- Born: 9 October 1931 Damascus, Syria
- Died: 30 July 2021 (aged 89) France
- Occupation: Businessman
- Known for: Founder, Chalhoub Group
- Spouse: Widad Chalhoub
- Children: 2

= Michel Chalhoub =

French businessman (1931–2021)

Michel Chalhoub (9 October 1931 – 30 July 2021) was a Syrian-French billionaire, and founder of the Chalhoub Group. As of August 2021, his net worth was estimated at US$1.1 billion.

== Early life ==
Michel Chalhoub was born in Damascus, Syria, in 1931.

== Career ==
Michel and Widad Chalhoub started their business in Damascus in 1955. After the successful military coup of Syria and the economic uncertainty, they were compelled to move to Beirut.
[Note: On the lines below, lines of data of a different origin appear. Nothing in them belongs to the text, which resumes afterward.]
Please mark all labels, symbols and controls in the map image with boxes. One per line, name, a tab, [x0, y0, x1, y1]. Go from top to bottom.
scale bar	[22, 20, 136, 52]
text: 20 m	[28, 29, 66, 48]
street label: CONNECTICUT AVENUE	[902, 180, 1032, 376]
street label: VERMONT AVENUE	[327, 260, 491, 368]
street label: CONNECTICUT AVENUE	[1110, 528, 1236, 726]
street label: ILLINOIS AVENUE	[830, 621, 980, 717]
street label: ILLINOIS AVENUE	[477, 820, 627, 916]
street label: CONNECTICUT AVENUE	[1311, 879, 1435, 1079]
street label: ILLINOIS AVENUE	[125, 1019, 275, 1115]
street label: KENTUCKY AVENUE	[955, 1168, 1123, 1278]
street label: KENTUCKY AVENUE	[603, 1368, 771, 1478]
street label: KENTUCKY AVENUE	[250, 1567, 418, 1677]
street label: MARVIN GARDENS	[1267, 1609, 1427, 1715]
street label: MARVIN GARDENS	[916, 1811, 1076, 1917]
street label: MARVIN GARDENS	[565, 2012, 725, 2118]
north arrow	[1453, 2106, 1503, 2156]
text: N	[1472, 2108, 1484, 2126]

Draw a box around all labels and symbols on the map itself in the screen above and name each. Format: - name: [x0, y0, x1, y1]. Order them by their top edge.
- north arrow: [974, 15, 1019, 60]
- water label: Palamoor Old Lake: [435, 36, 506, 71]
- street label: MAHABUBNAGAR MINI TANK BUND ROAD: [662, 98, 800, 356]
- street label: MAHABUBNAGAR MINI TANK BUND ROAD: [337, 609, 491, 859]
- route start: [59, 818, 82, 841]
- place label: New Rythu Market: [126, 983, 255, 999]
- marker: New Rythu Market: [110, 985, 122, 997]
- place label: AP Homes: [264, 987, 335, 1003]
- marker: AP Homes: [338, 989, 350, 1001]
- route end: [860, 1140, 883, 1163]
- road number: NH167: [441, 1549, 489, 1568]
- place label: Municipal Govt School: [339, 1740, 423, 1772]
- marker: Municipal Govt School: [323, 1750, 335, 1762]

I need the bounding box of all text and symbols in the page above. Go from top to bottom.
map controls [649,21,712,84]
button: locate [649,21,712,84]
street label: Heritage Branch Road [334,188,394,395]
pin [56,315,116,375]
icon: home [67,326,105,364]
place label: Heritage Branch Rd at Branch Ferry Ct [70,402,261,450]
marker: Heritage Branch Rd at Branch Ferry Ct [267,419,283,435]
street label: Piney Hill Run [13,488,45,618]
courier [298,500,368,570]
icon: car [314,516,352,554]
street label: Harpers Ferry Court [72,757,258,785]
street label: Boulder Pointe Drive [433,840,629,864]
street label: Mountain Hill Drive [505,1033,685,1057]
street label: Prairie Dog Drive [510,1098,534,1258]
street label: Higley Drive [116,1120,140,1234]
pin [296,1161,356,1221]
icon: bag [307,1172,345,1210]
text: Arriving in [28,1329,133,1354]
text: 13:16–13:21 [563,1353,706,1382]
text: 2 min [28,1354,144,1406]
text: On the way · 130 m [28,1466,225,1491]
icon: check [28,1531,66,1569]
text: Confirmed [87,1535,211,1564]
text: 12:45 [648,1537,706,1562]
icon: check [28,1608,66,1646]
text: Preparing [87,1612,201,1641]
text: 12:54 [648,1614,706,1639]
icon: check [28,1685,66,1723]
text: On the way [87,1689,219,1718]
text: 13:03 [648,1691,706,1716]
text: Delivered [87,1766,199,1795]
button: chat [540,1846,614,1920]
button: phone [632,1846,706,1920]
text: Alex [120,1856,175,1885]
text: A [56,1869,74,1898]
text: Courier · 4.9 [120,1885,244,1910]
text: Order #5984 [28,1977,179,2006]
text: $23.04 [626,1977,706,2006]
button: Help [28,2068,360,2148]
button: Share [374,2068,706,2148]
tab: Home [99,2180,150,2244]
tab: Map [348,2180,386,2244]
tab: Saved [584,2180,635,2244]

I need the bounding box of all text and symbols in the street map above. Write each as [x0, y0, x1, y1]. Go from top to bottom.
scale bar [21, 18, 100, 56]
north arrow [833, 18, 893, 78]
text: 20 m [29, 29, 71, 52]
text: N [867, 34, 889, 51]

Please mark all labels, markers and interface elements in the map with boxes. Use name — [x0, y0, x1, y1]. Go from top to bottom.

A decade later, due to the Lebanese Civil War, they relocated to Kuwait where the company flourished and their sons, Anthony and Patrick, joined the Group.

In 1990, after the invasion of Kuwait, followed by the Gulf War, they established an exile operation in order to keep the company going.

They ended up controlling about 20% of the region's market in luxury goods. Chalhoub's daughter-in-law Ingie owns the Etoile Group, a luxury goods business in the Middle East.

== Personal life ==
Michel Chalhoub was married to Widad, and they lived in Dubai.

Their two sons, Anthony and Patrick, took over as co-CEOs of Chalhoub Group in 2001. After Anthony’s death in 2018, Patrick was the sole CEO. In January 2025, Patrick handed over the CEO position to his son Michael Chalhoub to continue the family legacy.

== Death ==
Michel Chalhoub died on 30 July 2021, aged 89. He is survived by his wife Widad, his son Patrick and his grandchildren.